Ich sitze vor Arnold, der in einem noblen Sakko hier aufgetaucht ist und nicke. Allerdings kann ich an nichts anderes denken, als an Mackie und sein Auftritt hier. Was denkt er eigentlich, was er von mir oder Laura verlangen kann? Soll er doch seinen Eltern sagen, dass seine Freundin frei erfunden ist und dann muss auch niemand den Arsch hinhalten. Weder ich habe Zeit für diese Spielchen, noch Laura oder eine andere Frau aus den Filialen. Wer weiß, wenn ich Arnold lieb frage, stellt er Amanda vielleicht zur Verfügung.
"Mia, hast du mir zugehört?" Aus den Gedanken gerissen sehe ich zu Arnold, nicke und seufze.
"Sorry, war ne lange Nacht. Du hast sicher von der Gala gehört." Genervt schüttelt er den Kopf und steht auf.
"Enttäusch mich einfach nicht. Das in Boston muss noch besser laufen wie hier. Es hängt viel davon ab, mein Bruder wird dich nicht so unterstützen, wie ich es getan habe. Wenn ich ehrlich bin, will ich hier jemanden, auf den ich mich verlassen kann und mein Bruder ist nicht bekannt dafür."
"Wie wäre es mit Anastasia? Sie kommt heute Abend wieder und leistet wirklich gute Arbeit. Bis wir jemanden gefunden haben, kann sie das doch übernehmen." Laura sieht von ihrem Chef zu mir und ich nicke.
"Anastasia ist gar keine schlechte Idee, sie ist seit einem Jahr dabei und macht eher die Aufträge, die weiter weg sind. Aber das kann ja auch Kristen dann für sie übernehmen, die hat sich ohnehin beschwert, dass sie so wenig reisen kann", schlage ich ihm vor und sehe, wie er überlegt. Dabei reibt er seine Nasenwurzel und atmet tief aus.
"Kerstin soll die Langstreckenaufträge übernehmen, Anastasia führt den Laden, bis ich jemand besseren als meinen Bruder gefunden habe. Eigentlich hatte ich gehofft, Amanda würde einsteigen, aber ich erkenne meine Tochter nicht wieder, dieser ... Schauspieler hat sie verändert."
"Naja, Dmepsey war ja schon in seiner Serie als kleiner Schwerenöter unterwegs. Nimm das deiner Tochter nicht übel, sie will die Welt sehen und hat keinerlei Verantwortungsbewusstsein." Versuche ich den Arsch der Person zu retten, die mich bis auf den letzten Tropfen Blut hasst?
"Vermutlich hast du recht." Der alte Mann seufzt tief, nimmt seine Aktentasche vom Stuhl neben sich und hebt die Hand. "Versucht, so schnell wie möglich nach Boston zu kommen, Wohnungen und Startkapital steht euch selbstverständlich zur Verfügung und für ersteres kann ich euch etwas bereitstellen."
"Danke, aber es ist bereits alles in die Wege geleitet, Arnold. Ich habe mich bereits darum gekümmert." Auf dem Weg zur Tür deutet er auf mich und zwinkert.
"Das ist der Grund, warum Laura in deiner Obhut ist und nicht in der, meines Bruders. Wenn du das tust, was Mia tut, wirst du sehr weit kommen, Laura." Mit den Worten schließt er die Tür hinter sich und seufzend lehne ich mich im Stuhl zurück. Er ist ein anstrengender, alter Mann, der keinerlei Lust daran hat, in Rente zu gehen und seine Leute immer noch herumschickt.

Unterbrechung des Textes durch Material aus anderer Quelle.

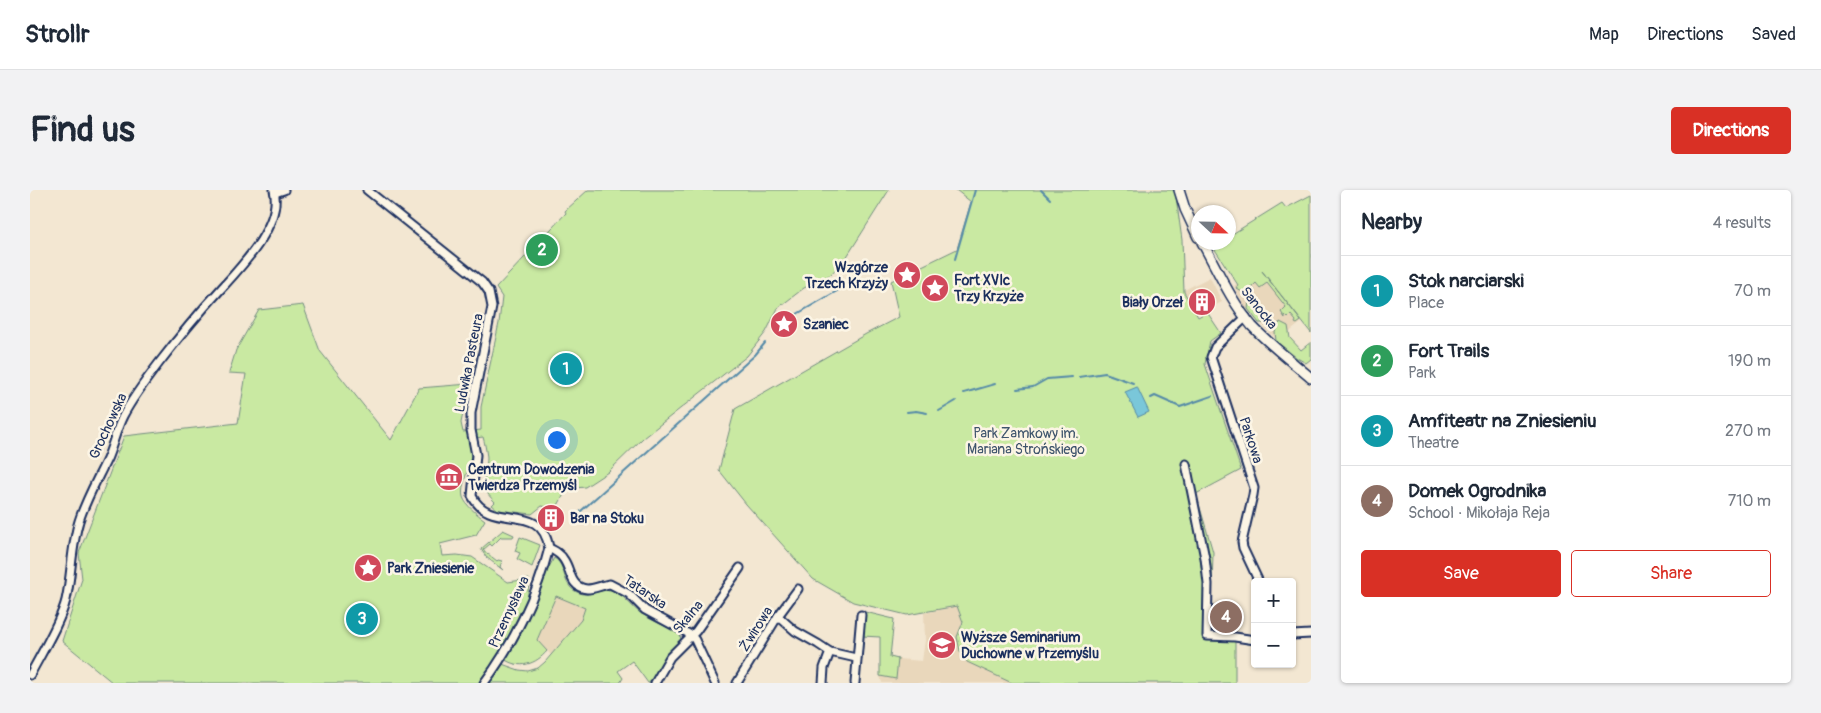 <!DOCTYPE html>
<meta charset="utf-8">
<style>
body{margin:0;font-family:Pangolin,sans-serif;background:#f2f2f3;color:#1f2937}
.controls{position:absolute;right:15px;bottom:15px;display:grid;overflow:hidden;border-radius:5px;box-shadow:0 1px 4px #0004}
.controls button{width:45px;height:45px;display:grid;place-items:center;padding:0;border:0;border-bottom:1px solid #e0e1e3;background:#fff;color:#1f2937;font:25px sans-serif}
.compass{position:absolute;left:1161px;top:15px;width:45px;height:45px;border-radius:50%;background:#fff;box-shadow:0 1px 4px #0004;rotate:112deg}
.you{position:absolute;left:526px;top:249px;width:18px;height:18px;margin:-12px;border:4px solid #fff;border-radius:50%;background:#1a73e8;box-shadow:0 0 0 8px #1a73e833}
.badge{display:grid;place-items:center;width:32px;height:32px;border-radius:50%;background:#d93025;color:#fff;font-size:16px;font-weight:700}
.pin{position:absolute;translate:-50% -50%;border:2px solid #fff;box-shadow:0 1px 5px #0006}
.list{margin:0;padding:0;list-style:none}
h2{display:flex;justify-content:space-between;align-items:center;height:65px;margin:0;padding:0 20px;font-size:21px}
h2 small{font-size:16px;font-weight:400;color:#747a83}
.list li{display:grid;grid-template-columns:32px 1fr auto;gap:15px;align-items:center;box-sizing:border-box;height:70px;padding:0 20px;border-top:1px solid #e0e1e3}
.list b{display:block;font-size:19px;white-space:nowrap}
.list p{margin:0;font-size:16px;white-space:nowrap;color:#747a83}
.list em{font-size:16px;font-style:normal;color:#747a83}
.actions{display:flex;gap:10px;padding:15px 20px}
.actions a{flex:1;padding:11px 0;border:1px solid #d93025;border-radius:5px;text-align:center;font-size:18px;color:#d93025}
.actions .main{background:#d93025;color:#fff}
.map{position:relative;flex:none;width:1281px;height:493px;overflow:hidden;border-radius:5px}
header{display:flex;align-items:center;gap:30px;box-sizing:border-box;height:70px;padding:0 25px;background:#fff;border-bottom:1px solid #e0e1e3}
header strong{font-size:24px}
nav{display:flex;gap:28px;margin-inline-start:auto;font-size:18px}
.intro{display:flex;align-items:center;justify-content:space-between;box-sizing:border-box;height:120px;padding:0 30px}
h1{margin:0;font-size:35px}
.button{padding:12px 22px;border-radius:5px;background:#d93025;color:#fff;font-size:18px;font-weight:700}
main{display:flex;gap:30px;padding:0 30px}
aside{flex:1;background:#fff;border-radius:5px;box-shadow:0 1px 4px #0004}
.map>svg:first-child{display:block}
.built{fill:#e9d7bb}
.green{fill:#c9e9a2;stroke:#728c80}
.water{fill:#7ac7d9;stroke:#548aa8}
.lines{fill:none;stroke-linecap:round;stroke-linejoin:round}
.stream{stroke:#548aa8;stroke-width:2}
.minor-casing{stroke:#1b2f5e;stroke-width:11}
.major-casing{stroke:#1b2f5e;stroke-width:12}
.minor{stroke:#fcf5e5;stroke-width:7}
.major{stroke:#fcf5e5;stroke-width:9}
.labels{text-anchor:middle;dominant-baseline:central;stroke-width:5;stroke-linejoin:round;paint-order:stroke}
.poi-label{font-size:14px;font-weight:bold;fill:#1b2f5e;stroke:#fcf5e5;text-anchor:start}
.street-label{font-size:14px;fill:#1b2f5e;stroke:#fcf5e5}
.park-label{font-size:14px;fill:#3e546c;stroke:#fcf5e5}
</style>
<header>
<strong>Strollr</strong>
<nav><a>Map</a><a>Directions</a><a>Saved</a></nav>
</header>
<div class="intro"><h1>Find us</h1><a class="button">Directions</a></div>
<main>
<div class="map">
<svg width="1281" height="493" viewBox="0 0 1281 493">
<rect width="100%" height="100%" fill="#f3e7d2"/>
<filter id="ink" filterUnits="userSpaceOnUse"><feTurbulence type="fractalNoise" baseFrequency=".02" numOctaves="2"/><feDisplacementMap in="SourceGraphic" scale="10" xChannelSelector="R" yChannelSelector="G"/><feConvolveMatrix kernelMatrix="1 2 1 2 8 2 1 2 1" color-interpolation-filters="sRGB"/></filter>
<g filter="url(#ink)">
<g class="built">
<path d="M1228 77 1272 132 1248 151 1215 117 1204 96Z"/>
<path d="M1180 87 1192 112 1166 125 1152 101Z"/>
<path d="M526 405 555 418 551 430 521 465 507 450Z"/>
<path d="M1187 413H1205V441H1186Z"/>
<path d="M927 416 933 432 927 447 982 493H852L850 486 866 489 868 469 892 471 895 450 894 423Z"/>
</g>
<g class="green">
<path d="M558 0H859L816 68 800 85 774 98 748 118 736 142 717 166 613 248 578 282 555 297 537 299 526 319 512 316 502 324 468 320 462 315 465 312C445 292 457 289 457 267 456 260 455 254 453 247L438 249C448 269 429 291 433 307 436 316 447 324 455 330L446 345 410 354 412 366 427 365 442 367 478 392 499 389 497 417 454 493H83L32 451 52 389 49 363 94 246 208 233 216 184 199 183 206 160 229 120 273 115 290 161 361 250 389 198 439 194 431 233 433 242 451 240V217L469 133 472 107 466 98 536 23 535 21Z"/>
<path d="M926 0H1145L1152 50 1154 102 1168 127 1177 122 1191 143 1180 151 1175 174 1211 280 1166 304 1183 362 1181 443 1205 445V493H982L937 472 930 461 927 447 933 432 927 416 877 425 823 412 783 389 716 314 689 280 705 219 836 144 869 127 861 91 927 59 941 12Z"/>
<path d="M1281 5V143L1232 81 1271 131 1267 134 1265 133 1266 131 1261 125 1258 128 1255 125V128L1251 122 1256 117 1237 93 1230 98 1226 93 1222 97 1225 101C1218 105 1212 103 1206 98L1208 95 1182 55 1187 53 1198 52 1199 46 1252 13 1256 18Z"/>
<path d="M1219 112H1223L1236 130 1235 133H1229L1218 119Z"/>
<path d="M1250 132 1258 136 1260 148 1271 160 1281 152V169L1276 173 1267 168 1246 151 1245 142 1248 133 1249 134Z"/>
<path d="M473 340 484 345 483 347H471L462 356 460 354 453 360 467 371 468 370 472 371 470 377 473 380 456 367 451 359Z"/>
<path d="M490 347 510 355 502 377 487 369 490 363 485 361Z"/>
<path d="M524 368C537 375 531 395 547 402 560 409 569 398 581 400 591 402 601 416 609 422 621 431 637 436 650 444L651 450 629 478 622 493H618L602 471 588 481 593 488 590 493H457L472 474 489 480 498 481 508 478 515 472 551 430 555 418 526 406 507 450 517 461C506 474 490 480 474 469L484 453 496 427H498L511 392Z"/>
<path d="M835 422 864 429 860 467 868 469 866 489 850 486V447L832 446Z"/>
</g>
<path class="water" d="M1107 197 1119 222 1108 227 1095 202Z"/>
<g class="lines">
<g class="stream">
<path d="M1011 0 1020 9"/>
<path d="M925 69 945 0"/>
<path d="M767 124 821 93H844"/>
<path d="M1049 187 1075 183 1103 193"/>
<path d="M987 199 1003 197 1017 189 1042 187"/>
<path d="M934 203 965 194"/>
<path d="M1121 208 1125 206 1150 217 1182 206"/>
<path d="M909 221 926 211"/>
<path d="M877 222 886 221 897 223"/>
<path d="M551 321 725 165 735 153"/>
</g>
<defs>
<g id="minor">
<path d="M337 0 452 92 459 102 462 117 441 223V240L446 265 442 306C461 343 511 309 519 358 508 403 482 456 454 493"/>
<path d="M245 3 254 0"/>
<path d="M1216 127 1185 157 1181 167 1224 298 1223 305 1212 352 1213 358 1229 392"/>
<path d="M1156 274 1175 368 1178 394 1177 446 1205 447 1225 450"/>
<path d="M519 358C525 361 531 364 534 370 541 380 540 398 557 399 564 399 572 395 580 394L599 404 615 420 661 445 665 450 685 493"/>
<path d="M748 426 765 441 788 454 800 462 826 468"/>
<path d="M1262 445 1281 444"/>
<path d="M0 485C11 464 31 431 36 410 42 384 41 357 49 331 56 309 67 290 77 269 83 255 86 240 93 226 103 207 116 190 129 173 149 147 168 124 190 100 211 77 253 34 244 0"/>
<path d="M625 493 640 467 666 441 710 378"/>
<path d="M707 493 748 426 768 399"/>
<path d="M793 493 794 478 800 462"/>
<path d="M825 493 831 425"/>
</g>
<g id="major">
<path d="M1149 0 1155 19 1168 47"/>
<path d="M1172 52C1188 81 1201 111 1222 136 1240 155 1261 171 1281 188"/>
</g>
</defs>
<use href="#minor" class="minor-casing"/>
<use href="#major" class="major-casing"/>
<use href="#minor" class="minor"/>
<use href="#major" class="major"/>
</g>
</g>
<defs>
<symbol id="sight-disc" viewBox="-11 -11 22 22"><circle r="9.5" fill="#d1495b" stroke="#fcf5e5"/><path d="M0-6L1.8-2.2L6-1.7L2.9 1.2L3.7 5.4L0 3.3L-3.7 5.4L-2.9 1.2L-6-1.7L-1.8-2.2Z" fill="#fff"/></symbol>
<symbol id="building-disc" viewBox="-11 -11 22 22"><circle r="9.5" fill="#d1495b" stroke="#fcf5e5"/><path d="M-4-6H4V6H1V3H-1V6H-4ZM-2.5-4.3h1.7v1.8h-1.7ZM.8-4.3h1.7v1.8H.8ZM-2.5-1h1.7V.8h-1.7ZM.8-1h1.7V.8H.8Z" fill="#fff"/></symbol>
<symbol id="museum-disc" viewBox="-11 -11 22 22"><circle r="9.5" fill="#d1495b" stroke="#fcf5e5"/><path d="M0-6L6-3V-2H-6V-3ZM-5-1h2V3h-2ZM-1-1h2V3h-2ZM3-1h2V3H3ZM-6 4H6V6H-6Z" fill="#fff"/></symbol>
<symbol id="university-disc" viewBox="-11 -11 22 22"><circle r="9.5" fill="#d1495b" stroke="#fcf5e5"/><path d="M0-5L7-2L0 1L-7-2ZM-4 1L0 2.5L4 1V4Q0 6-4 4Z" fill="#fff"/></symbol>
</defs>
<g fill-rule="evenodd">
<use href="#sight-disc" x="861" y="69" width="32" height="32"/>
<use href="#sight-disc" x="889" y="82" width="32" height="32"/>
<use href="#building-disc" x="1156" y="96" width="32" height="32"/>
<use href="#sight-disc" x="738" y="118" width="32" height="32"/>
<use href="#museum-disc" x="403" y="271" width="32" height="32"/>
<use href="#building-disc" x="505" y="312" width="32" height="32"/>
<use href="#sight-disc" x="322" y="362" width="32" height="32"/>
<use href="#university-disc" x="896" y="439" width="32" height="32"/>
</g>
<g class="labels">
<g class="poi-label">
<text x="858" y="77" text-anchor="end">Wzgórze<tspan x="858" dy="16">Trzech Krzyży</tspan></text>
<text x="924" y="90">Fort XVIc<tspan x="924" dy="16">Trzy Krzyże</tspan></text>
<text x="1153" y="112" text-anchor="end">Biały Orzeł</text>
<text x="773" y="134">Szaniec</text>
<text x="438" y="279">Centrum Dowodzenia<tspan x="438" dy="16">Twierdza Przemyśl</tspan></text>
<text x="540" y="328">Bar na Stoku</text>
<text x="357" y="378">Park Zniesienie</text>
<text x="931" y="447">Wyższe Seminarium<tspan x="931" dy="16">Duchowne w Przemyślu</tspan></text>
</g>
<g class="street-label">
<text transform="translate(1229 118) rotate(52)">Sanocka</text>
<text transform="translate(439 173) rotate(-79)">Ludwika Pasteura</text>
<text transform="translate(78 236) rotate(-65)">Grochowska</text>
<text transform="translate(1221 250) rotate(72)">Parkowa</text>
<text transform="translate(615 402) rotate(34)">Tatarska</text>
<text transform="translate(479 422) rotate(-65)">Przemysława</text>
<text transform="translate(658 427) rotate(-50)">Skalna</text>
<text transform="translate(726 439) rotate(-58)">Żwirowa</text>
</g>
<g class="park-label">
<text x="996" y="243">Park Zamkowy im.<tspan x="996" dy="16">Mariana Strońskiego</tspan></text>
</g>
</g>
</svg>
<div class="controls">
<button>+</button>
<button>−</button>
</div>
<svg class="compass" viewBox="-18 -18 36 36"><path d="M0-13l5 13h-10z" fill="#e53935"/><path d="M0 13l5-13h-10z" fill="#747a83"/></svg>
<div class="you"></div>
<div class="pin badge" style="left:536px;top:179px;background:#0f9aa8">1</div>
<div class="pin badge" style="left:512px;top:60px;background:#2e9e5b">2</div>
<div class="pin badge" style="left:332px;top:429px;background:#0f9aa8">3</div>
<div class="pin badge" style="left:1196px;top:427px;background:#8d6e63">4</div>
</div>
<aside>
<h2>Nearby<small>4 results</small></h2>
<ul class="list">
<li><span class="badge" style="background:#0f9aa8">1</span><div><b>Stok narciarski</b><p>Place</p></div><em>70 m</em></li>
<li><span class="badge" style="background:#2e9e5b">2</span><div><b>Fort Trails</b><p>Park</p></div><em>190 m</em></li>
<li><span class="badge" style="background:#0f9aa8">3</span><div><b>Amfiteatr na Zniesieniu</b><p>Theatre</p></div><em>270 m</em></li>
<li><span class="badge" style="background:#8d6e63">4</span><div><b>Domek Ogrodnika</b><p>School · Mikołaja Reja</p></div><em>710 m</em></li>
</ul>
<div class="actions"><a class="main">Save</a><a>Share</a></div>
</aside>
</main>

"Endlich." Erleichtert streicht sich Laura durchs Gesicht und sieht dann zu mir. "Jetzt zu dir, woher kennst du diesen Anthony." Mein Handy vibriert und ich ziehe es schnell aus der Hosentasche und erkenne Joes Namen. Whatsapp.

Vielleicht wird aus deinem freien Tag nichts. Telefoniere gerade mit Chris, er sagte etwas von Planänderung.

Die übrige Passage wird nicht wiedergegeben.